Exercise description: All pictures must be left out as you transcribe the lines from the first line of the data to the line containing "Give me a JSON index of the", both included.

*****

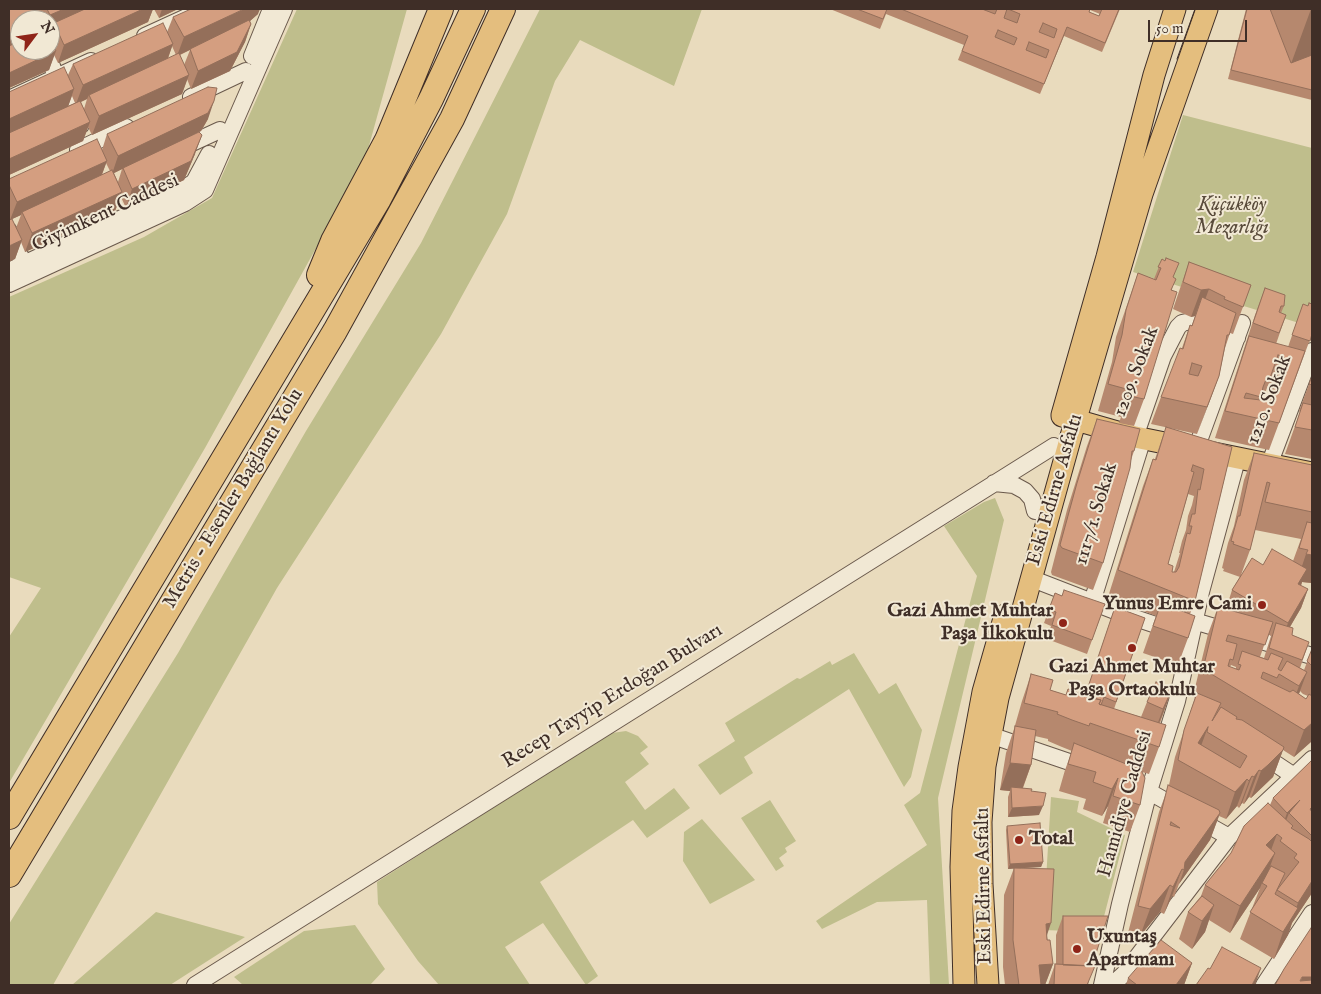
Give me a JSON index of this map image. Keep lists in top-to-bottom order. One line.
{"streets":{"highway":["Metris - Esenler Bağlantı Yolu"],"main road":["Eski Edirne Asfaltı"],"street":["Giyimkent Caddesi","1209. Sokak","1210. Sokak","1117/1. Sokak","Recep Tayyip Erdoğan Bulvarı","Hamidiye Caddesi"]},"crossings":[["1209. Sokak","1117/1. Sokak"],["Eski Edirne Asfaltı","Recep Tayyip Erdoğan Bulvarı"]],"parks":["Küçükköy Mezarlığı"],"places":["Yunus Emre Cami","Gazi Ahmet Muhtar Paşa İlkokulu","Gazi Ahmet Muhtar Paşa Ortaokulu","Total","Uxuntaş Apartmanı"],"scale_bar":"50 m","north":"top right"}
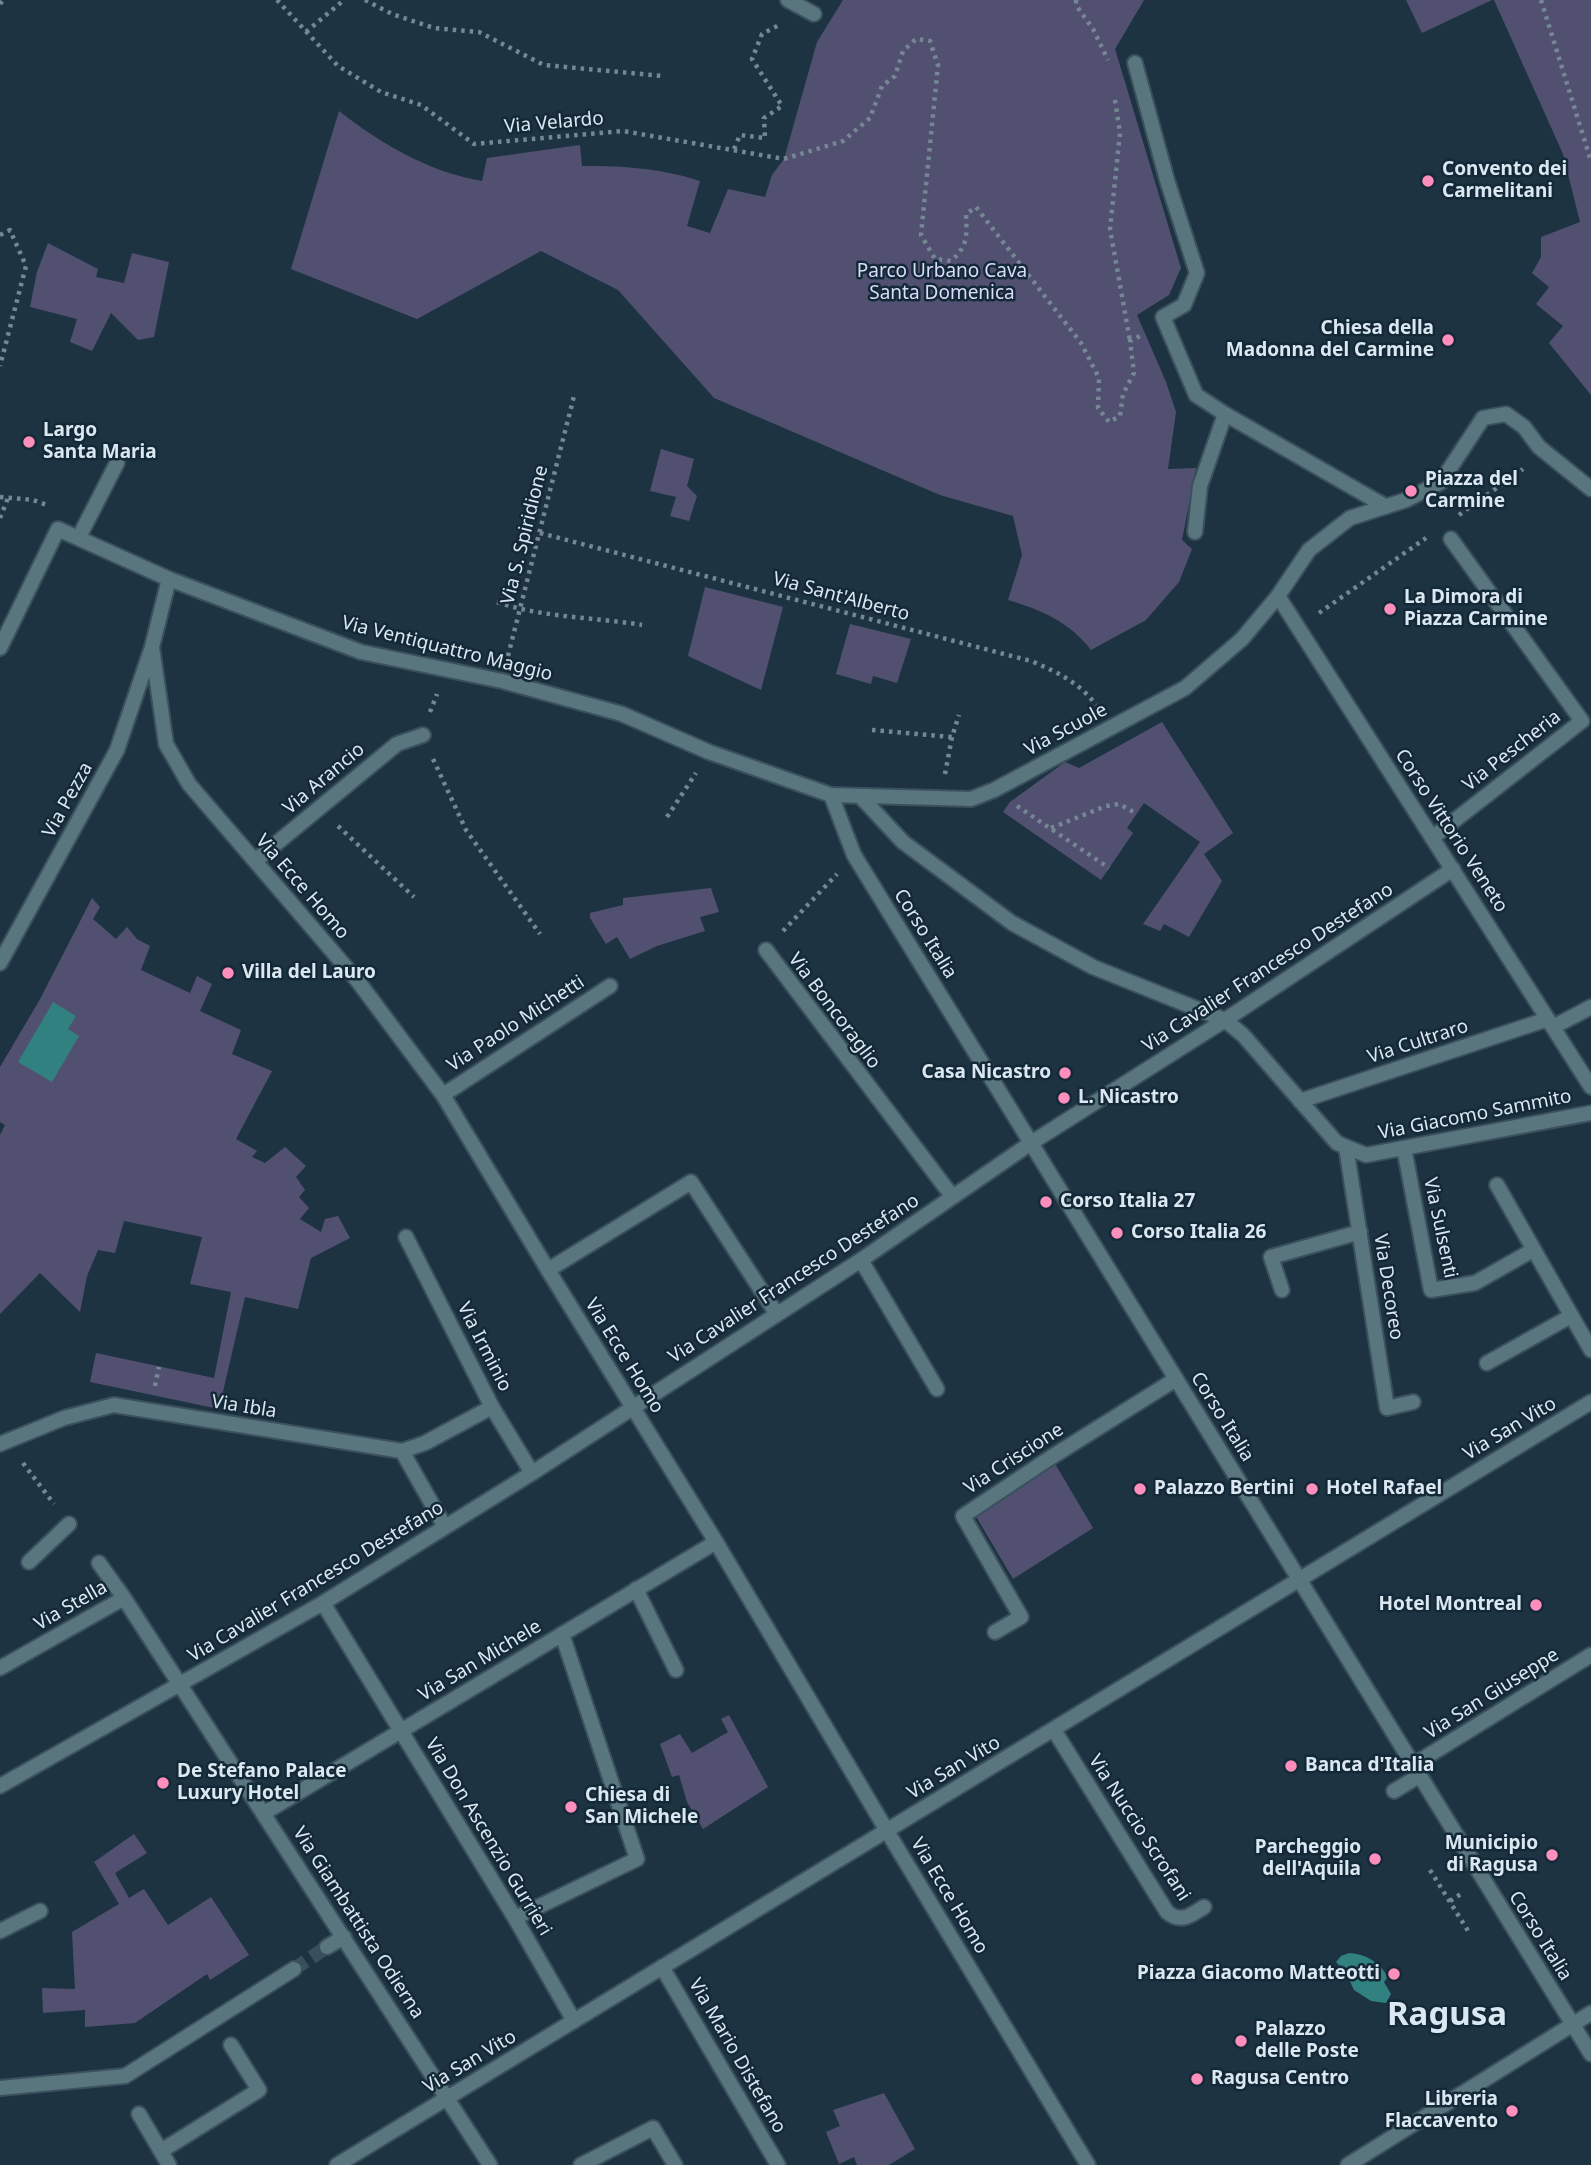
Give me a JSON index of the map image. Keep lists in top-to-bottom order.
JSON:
{
  "streets": {
    "street": [
      "Via Ventiquattro Maggio",
      "Via Scuole",
      "Via Pescheria",
      "Via Arancio",
      "Via Pezza",
      "Corso Vittorio Veneto",
      "Via Ecce Homo",
      "Corso Italia",
      "Via Cavalier Francesco Destefano",
      "Via Boncoraglio",
      "Via Paolo Michetti",
      "Via Cultraro",
      "Via Giacomo Sammito",
      "Via Sulsenti",
      "Via Decoreo",
      "Via Irminio",
      "Via Ibla",
      "Via San Vito",
      "Via Criscione",
      "Via Stella",
      "Via San Michele",
      "Via San Giuseppe",
      "Via Nuccio Scrofani",
      "Via Don Ascenzio Gurrieri",
      "Via Giambattista Odierna",
      "Via Mario Distefano"
    ],
    "path": ["Via Velardo", "Via S. Spiridione", "Via Sant'Alberto"]
  },
  "crossings": [
    ["Via S. Spiridione", "Via Sant'Alberto"],
    ["Via S. Spiridione", "Via Ventiquattro Maggio"],
    ["Via Sant'Alberto", "Via Scuole"],
    ["Via Ventiquattro Maggio", "Via Scuole"],
    ["Via Ventiquattro Maggio", "Via Ecce Homo"],
    ["Via Ventiquattro Maggio", "Corso Italia"],
    ["Via Scuole", "Corso Vittorio Veneto"],
    ["Via Scuole", "Corso Italia"],
    ["Via Pescheria", "Corso Vittorio Veneto"],
    ["Via Arancio", "Via Ecce Homo"],
    ["Via Pezza", "Via Ecce Homo"],
    ["Corso Vittorio Veneto", "Via Cavalier Francesco Destefano"],
    ["Corso Vittorio Veneto", "Via Cultraro"],
    ["Via Ecce Homo", "Via Cavalier Francesco Destefano"],
    ["Via Ecce Homo", "Via Paolo Michetti"],
    ["Via Ecce Homo", "Via San Vito"],
    ["Via Ecce Homo", "Via San Michele"],
    ["Corso Italia", "Via Cavalier Francesco Destefano"],
    ["Corso Italia", "Via Boncoraglio"],
    ["Corso Italia", "Via San Vito"],
    ["Corso Italia", "Via Criscione"],
    ["Corso Italia", "Via San Giuseppe"],
    ["Via Cavalier Francesco Destefano", "Via Boncoraglio"],
    ["Via Cavalier Francesco Destefano", "Via Irminio"],
    ["Via Cavalier Francesco Destefano", "Via Don Ascenzio Gurrieri"],
    ["Via Cavalier Francesco Destefano", "Via Giambattista Odierna"],
    ["Via Giacomo Sammito", "Via Sulsenti"],
    ["Via Giacomo Sammito", "Via Decoreo"],
    ["Via San Vito", "Via Nuccio Scrofani"],
    ["Via San Vito", "Via Don Ascenzio Gurrieri"],
    ["Via San Vito", "Via Giambattista Odierna"],
    ["Via San Vito", "Via Mario Distefano"],
    ["Via Stella", "Via Giambattista Odierna"],
    ["Via San Michele", "Via Don Ascenzio Gurrieri"],
    ["Via San Michele", "Via Giambattista Odierna"]
  ],
  "districts": ["Ragusa"],
  "parks": ["Parco Urbano Cava Santa Domenica"],
  "places": [
    "Convento dei Carmelitani",
    "Chiesa della Madonna del Carmine",
    "Largo Santa Maria",
    "Piazza del Carmine",
    "La Dimora di Piazza Carmine",
    "Villa del Lauro",
    "Casa Nicastro",
    "L. Nicastro",
    "Corso Italia 27",
    "Corso Italia 26",
    "Palazzo Bertini",
    "Hotel Rafael",
    "Hotel Montreal",
    "Banca d'Italia",
    "De Stefano Palace Luxury Hotel",
    "Chiesa di San Michele",
    "Municipio di Ragusa",
    "Parcheggio dell'Aquila",
    "Piazza Giacomo Matteotti",
    "Palazzo delle Poste",
    "Ragusa Centro",
    "Libreria Flaccavento"
  ]
}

*****

Answer to the exercise:
Give me a JSON index of this map image. Keep lists in top-to-bottom order. One line.
{"streets":{"highway":["Metris - Esenler Bağlantı Yolu"],"main road":["Eski Edirne Asfaltı"],"street":["Giyimkent Caddesi","1209. Sokak","1210. Sokak","1117/1. Sokak","Recep Tayyip Erdoğan Bulvarı","Hamidiye Caddesi"]},"crossings":[["1209. Sokak","1117/1. Sokak"],["Eski Edirne Asfaltı","Recep Tayyip Erdoğan Bulvarı"]],"parks":["Küçükköy Mezarlığı"],"places":["Yunus Emre Cami","Gazi Ahmet Muhtar Paşa İlkokulu","Gazi Ahmet Muhtar Paşa Ortaokulu","Total","Uxuntaş Apartmanı"],"scale_bar":"50 m","north":"top right"}
Give me a JSON index of the map image. Keep lists in top-to-bottom order.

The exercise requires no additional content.